Sa Re Ga Ma Pa Tamil is an 2017 Indian-Tamil language reality singing television show, airs on Zee Tamil and streamed on ZEE5. The show based on the Hindi Language show Sa Re Ga Ma Pa. Over five years, Sa Re Ga Ma Pa has rolled out three seasons and Archana Chandhoke has continued as a host for three seasons. The show serves a sequel to the 2016 shows as Sa Re Ga Ma Pa Lil Champs.

The show is meant for seniors between the ages of 18–60 years. This is the Seniors version of the Sa Re Ga Ma Pa Lil Champs show, which premiered in 2016. It`s about seeks to discover the best playback recording voice and singing talent in Tamil Nadu, India through a series of state-wide auditions.

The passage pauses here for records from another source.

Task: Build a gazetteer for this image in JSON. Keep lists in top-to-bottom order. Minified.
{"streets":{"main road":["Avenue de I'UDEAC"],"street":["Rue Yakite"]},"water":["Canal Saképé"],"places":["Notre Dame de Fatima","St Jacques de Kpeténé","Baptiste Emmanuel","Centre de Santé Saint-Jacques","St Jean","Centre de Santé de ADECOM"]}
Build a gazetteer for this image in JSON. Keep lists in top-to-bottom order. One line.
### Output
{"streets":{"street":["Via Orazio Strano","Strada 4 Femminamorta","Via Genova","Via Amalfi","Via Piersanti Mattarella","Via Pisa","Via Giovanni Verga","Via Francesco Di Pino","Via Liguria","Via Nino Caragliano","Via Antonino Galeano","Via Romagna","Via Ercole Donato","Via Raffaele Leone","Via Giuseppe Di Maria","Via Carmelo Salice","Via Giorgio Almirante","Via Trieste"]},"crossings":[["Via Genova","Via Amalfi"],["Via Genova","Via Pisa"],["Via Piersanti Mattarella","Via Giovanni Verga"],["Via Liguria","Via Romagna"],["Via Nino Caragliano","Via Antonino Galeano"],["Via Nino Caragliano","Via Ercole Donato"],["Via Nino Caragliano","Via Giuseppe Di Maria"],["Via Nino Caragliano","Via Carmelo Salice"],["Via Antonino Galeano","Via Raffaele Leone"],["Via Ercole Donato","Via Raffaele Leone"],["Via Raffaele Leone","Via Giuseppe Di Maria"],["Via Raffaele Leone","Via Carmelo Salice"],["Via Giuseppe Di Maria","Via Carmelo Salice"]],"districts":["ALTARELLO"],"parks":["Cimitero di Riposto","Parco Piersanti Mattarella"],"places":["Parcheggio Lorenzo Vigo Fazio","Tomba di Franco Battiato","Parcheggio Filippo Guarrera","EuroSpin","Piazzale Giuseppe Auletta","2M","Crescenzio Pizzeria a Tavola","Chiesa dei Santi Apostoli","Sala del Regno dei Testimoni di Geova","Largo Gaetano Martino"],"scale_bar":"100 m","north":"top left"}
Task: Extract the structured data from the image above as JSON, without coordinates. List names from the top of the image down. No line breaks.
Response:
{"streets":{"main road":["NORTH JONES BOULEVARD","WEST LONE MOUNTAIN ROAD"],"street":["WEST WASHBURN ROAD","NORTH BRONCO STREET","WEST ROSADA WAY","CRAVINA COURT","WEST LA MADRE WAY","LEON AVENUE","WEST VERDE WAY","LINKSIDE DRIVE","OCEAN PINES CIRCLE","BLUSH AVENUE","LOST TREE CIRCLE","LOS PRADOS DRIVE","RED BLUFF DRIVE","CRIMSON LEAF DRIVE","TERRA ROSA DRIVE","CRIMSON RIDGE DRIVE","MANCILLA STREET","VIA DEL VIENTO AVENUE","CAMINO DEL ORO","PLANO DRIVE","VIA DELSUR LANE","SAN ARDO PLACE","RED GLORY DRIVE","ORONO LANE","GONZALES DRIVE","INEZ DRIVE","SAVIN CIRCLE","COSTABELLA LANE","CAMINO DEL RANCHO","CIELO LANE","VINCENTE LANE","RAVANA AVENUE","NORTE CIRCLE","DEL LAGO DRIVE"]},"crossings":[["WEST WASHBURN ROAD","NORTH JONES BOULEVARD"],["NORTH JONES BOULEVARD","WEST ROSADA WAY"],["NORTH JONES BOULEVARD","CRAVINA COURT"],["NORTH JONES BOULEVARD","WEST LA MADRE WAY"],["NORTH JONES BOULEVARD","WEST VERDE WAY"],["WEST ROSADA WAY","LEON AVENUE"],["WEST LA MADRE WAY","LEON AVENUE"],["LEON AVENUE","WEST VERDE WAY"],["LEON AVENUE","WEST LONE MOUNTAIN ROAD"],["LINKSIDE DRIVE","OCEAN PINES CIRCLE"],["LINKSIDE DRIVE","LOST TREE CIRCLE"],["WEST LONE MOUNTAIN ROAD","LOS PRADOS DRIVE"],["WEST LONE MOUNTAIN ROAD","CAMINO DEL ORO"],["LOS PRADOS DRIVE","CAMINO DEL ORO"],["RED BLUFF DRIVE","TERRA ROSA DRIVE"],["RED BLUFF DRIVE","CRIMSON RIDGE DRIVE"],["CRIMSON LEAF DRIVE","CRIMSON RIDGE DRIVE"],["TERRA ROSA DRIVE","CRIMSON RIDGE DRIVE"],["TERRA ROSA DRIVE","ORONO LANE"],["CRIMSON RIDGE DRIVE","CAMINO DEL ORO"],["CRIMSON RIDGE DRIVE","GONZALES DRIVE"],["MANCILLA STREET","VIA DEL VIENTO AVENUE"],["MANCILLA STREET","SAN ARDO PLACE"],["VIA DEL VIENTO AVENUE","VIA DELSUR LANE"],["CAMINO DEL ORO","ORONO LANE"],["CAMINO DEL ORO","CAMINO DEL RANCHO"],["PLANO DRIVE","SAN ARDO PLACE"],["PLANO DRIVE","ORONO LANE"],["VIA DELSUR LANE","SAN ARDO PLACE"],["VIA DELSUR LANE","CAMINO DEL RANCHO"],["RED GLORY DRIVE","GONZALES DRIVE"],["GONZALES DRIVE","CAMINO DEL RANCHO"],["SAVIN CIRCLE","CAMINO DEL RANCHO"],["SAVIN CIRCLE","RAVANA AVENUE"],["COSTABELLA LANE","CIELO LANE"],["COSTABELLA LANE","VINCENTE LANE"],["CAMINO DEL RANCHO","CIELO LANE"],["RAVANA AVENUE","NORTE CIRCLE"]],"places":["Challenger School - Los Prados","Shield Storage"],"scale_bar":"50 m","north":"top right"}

The first season was premiered on 15 October 2017. Currently, Sa Re Ga Ma Pa Seniors (season 3) is taking place , which premiered from 18th December 2022.

Synopsis
The show is a singing competition with the judges selecting the best twenty performers while blindfolded who progress into the next stages.

Series

Judges and Hosts

Judges

Host

Season 1
The first season was aired on Zee Tamil from 15 October 2017 until 14 April 2018 on every Saturday and Sunday. It is a new season of the show Sa Re Ga Ma Pa Lil Champs. The judges are playback singer and music composer Vijay Prakash, playback singer Karthik and playback singer Srinivas, host by Anchor Archana Chandhoke.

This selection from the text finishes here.